Settings CompactionSettings
// StreamOptions are passed to the default summarizer's model request.
StreamOptions llm.StreamOptions
// Summarize produces the summary. A nil value uses a default that calls the
// model with a structured summarization prompt.
Summarize SummarizeFunc
// contains filtered or unexported fields
}
SummarizingCompactor keeps the most recent context and replaces the older prefix with a model-generated summary once the estimated context exceeds the threshold. It is safe for concurrent use, though the harness drives it one run at a time.
func (*SummarizingCompactor) Compact ¶
func (c *SummarizingCompactor) Compact(ctx context.Context, messages []agent.AgentMessage) ([]agent.AgentMessage, error)
Compact summarizes the older prefix when the estimated context exceeds the threshold, otherwise returns the messages unchanged.
type SystemPromptFunc ¶
SystemPromptFunc builds the system prompt for an upcoming turn. When set on Options it is called before every turn, so the prompt can reflect the current model or conversation state, and its result takes precedence over the static Options.SystemPrompt.
type TurnInfo ¶
type TurnInfo struct {
// Model is the model that will run the upcoming turn.
Model llm.Model
// ThinkingLevel is the reasoning effort for the upcoming turn.
ThinkingLevel llm.ModelThinkingLevel
// Tools are the tools advertised to the model.
Tools []agent.AgentTool
// Messages is the transcript as it stands before the upcoming turn. On the
// first turn of a run it does not yet include the prompt being submitted; on
// later turns it includes every message appended so far.

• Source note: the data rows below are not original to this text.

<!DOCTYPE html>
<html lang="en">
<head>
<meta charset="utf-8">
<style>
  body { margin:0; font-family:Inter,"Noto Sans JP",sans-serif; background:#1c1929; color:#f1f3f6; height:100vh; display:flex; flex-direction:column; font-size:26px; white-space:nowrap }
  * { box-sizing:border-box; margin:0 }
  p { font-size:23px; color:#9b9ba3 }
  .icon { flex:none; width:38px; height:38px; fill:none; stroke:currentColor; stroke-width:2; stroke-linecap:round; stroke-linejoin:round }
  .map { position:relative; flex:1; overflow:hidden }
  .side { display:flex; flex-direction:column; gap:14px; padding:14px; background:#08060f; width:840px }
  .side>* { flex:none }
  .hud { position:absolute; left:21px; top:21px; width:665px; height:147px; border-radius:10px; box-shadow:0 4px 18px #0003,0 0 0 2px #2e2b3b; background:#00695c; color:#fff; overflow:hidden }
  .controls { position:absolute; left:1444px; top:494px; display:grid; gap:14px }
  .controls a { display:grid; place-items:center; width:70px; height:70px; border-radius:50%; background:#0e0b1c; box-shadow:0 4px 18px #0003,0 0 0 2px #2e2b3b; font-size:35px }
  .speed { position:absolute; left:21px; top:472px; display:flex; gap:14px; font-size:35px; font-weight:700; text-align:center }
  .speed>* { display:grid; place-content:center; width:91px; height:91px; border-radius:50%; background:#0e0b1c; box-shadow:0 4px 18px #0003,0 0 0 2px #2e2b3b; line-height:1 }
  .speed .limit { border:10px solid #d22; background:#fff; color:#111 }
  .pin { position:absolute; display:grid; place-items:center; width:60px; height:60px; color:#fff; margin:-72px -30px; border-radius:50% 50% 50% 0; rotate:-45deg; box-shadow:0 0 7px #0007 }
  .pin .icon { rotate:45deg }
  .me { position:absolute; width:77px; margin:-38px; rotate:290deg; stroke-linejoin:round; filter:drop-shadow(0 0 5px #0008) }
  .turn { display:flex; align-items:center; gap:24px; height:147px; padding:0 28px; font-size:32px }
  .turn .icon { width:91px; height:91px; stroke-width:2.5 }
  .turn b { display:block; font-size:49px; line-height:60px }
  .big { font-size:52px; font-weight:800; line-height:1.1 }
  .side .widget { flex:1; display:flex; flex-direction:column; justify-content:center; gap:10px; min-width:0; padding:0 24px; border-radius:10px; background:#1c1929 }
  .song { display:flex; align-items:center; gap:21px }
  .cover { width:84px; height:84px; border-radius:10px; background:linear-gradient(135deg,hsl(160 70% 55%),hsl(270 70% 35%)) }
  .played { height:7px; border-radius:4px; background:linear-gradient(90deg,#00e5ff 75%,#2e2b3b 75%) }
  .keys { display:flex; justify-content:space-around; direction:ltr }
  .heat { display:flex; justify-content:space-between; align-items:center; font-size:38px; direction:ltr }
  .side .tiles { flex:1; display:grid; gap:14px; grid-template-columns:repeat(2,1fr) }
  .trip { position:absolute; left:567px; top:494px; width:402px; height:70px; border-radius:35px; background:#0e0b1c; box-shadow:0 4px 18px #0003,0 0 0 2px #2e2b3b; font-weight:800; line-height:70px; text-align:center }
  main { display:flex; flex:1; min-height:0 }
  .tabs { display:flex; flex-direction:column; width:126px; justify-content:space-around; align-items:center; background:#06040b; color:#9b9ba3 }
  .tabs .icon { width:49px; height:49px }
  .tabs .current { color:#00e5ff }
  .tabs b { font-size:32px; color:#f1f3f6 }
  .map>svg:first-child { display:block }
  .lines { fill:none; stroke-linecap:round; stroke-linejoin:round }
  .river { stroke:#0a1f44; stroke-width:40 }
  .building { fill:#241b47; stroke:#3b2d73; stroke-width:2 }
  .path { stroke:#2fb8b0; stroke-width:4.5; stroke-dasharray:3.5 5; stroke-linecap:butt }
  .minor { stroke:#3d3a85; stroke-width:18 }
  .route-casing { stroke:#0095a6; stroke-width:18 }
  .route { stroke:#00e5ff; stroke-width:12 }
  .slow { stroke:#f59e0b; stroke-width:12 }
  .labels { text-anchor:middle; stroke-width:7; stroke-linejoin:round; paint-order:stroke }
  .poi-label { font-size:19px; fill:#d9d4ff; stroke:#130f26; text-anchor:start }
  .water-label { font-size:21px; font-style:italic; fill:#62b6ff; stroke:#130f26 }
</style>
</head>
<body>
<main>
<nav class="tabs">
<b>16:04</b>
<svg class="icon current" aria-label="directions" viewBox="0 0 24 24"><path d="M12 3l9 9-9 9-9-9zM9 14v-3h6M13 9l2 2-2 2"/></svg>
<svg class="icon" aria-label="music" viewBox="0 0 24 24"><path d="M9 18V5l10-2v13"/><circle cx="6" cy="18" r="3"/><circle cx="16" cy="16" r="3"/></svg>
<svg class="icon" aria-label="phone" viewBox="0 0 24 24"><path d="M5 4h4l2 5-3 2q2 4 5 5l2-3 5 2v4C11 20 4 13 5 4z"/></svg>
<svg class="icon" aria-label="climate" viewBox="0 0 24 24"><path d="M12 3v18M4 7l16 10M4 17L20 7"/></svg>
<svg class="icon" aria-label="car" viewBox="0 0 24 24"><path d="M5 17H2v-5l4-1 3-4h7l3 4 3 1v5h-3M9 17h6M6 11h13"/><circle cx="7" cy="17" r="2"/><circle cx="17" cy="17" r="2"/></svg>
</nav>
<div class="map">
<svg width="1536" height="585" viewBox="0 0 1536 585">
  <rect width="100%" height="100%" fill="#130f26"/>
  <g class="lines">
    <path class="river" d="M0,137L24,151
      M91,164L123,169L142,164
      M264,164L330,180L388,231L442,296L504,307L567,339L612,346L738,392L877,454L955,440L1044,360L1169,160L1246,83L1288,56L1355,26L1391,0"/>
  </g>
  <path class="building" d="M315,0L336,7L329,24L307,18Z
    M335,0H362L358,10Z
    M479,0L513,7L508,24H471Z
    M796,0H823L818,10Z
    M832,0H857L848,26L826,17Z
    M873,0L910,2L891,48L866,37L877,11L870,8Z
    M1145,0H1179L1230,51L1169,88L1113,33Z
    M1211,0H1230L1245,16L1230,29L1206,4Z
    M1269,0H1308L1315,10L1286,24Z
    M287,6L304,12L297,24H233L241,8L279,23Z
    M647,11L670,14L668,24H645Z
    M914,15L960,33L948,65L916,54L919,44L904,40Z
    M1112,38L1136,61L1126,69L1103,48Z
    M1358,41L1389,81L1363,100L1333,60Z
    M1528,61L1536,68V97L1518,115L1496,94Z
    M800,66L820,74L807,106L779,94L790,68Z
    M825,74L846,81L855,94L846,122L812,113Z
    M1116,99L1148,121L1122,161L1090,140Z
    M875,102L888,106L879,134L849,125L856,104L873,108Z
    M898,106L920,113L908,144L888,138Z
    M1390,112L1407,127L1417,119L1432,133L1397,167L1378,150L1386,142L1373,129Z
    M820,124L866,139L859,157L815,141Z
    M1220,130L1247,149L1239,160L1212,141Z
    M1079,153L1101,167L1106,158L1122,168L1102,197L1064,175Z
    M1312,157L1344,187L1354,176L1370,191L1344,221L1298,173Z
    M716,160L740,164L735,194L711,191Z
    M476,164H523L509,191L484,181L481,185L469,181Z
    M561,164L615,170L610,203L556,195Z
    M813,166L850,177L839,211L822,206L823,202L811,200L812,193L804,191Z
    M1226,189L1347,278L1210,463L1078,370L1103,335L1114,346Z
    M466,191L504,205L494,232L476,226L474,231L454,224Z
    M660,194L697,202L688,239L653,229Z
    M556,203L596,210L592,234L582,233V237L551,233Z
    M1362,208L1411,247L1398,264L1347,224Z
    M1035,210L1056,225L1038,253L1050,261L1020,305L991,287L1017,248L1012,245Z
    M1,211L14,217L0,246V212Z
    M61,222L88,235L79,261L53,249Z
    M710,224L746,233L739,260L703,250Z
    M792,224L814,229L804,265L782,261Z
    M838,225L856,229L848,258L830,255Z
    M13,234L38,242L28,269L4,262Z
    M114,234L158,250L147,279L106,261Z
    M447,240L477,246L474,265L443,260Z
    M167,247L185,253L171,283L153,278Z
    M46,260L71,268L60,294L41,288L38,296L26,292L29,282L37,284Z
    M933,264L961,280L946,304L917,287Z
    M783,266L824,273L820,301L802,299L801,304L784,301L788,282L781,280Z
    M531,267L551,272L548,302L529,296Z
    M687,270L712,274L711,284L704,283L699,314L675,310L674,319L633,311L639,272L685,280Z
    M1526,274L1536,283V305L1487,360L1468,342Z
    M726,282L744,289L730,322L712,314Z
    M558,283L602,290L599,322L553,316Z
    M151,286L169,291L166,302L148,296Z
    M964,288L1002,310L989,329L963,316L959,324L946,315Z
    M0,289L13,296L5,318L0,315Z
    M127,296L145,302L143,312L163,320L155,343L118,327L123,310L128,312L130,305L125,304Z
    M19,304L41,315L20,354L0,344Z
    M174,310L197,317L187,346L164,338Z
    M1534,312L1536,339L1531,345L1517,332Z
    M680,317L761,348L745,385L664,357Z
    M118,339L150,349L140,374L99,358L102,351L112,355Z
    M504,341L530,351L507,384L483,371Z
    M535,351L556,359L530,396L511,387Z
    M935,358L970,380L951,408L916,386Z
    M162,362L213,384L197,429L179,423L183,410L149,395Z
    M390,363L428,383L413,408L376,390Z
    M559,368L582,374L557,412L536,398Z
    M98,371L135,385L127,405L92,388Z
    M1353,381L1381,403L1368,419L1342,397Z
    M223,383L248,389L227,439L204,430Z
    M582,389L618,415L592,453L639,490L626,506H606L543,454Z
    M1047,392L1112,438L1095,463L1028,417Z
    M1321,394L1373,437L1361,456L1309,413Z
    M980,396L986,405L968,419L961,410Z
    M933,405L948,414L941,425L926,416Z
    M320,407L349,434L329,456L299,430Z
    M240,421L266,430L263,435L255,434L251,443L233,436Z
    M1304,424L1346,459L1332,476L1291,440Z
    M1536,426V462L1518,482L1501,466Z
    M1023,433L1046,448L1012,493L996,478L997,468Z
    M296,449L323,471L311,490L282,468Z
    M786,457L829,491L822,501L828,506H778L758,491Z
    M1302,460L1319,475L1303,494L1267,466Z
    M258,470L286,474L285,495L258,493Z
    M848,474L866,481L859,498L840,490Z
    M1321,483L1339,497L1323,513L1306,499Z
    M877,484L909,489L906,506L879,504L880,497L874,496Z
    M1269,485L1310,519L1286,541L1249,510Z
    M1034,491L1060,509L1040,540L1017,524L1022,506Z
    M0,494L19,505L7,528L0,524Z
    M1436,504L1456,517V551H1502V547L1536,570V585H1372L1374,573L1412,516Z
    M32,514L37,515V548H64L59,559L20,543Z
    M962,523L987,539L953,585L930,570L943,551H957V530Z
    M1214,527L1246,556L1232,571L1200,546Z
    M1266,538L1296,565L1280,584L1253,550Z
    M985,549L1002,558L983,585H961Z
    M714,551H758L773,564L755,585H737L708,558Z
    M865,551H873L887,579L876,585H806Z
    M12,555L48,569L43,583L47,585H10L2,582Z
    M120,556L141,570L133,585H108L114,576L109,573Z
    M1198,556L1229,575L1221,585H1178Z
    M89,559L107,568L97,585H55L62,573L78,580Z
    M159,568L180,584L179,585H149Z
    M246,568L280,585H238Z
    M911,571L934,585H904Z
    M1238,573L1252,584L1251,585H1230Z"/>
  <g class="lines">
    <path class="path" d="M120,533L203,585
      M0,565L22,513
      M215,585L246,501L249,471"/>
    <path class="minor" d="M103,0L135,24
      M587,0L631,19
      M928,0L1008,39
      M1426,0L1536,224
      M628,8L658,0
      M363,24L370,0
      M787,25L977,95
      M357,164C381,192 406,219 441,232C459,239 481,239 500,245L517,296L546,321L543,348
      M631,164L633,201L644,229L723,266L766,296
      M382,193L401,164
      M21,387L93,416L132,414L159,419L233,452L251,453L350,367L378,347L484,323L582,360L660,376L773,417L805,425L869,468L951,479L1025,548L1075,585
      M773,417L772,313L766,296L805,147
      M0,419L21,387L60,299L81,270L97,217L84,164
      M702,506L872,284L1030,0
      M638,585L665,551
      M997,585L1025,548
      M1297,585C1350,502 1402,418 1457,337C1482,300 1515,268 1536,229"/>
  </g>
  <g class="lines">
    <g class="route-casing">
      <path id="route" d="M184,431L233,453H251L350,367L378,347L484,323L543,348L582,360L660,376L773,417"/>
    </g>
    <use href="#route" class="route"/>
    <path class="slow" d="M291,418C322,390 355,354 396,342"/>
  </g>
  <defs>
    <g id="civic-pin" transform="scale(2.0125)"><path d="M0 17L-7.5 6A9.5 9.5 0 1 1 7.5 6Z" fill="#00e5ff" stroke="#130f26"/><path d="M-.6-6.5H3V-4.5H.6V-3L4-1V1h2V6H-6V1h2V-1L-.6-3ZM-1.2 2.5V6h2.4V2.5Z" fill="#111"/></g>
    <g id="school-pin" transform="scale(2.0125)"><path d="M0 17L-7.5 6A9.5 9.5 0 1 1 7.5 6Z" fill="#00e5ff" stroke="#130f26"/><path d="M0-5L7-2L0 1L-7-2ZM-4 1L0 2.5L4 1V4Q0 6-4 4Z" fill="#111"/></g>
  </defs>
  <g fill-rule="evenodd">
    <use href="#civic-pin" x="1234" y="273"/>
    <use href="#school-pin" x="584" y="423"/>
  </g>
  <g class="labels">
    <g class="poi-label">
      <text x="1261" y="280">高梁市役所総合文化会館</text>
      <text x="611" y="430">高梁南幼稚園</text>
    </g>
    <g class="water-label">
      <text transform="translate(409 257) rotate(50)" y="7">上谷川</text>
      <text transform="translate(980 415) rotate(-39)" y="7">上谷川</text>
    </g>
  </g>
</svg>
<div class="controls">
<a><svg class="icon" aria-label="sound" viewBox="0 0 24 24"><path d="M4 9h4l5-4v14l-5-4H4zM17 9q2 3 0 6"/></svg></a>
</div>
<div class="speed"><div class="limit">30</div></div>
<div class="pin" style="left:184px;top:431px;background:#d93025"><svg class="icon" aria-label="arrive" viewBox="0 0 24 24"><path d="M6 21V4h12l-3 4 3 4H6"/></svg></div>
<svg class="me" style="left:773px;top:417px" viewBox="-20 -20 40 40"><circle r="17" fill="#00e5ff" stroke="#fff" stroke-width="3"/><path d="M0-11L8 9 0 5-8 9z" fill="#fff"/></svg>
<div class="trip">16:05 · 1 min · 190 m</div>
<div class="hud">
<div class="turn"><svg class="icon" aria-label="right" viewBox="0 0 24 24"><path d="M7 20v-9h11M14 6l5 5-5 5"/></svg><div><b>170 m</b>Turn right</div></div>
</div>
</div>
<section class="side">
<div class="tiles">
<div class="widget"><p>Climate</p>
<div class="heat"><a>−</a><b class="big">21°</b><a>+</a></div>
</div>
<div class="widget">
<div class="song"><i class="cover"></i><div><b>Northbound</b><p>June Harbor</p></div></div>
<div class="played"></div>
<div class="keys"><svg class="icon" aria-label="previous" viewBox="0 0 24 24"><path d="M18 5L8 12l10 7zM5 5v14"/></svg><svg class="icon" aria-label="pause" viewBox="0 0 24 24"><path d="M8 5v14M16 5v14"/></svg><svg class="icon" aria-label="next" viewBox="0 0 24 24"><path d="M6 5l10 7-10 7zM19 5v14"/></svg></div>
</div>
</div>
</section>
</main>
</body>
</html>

Messages []agent.AgentMessage
// Skills are the registered skills. Pass them to FormatSkillsForSystemPrompt
// to advertise the model-invocable ones in the prompt.
Skills []Skill
}
TurnInfo describes the run state a system-prompt builder sees when a turn is about to start. It lets the prompt depend on the live conversation — the current model, reasoning level, advertised tools, and transcript so far.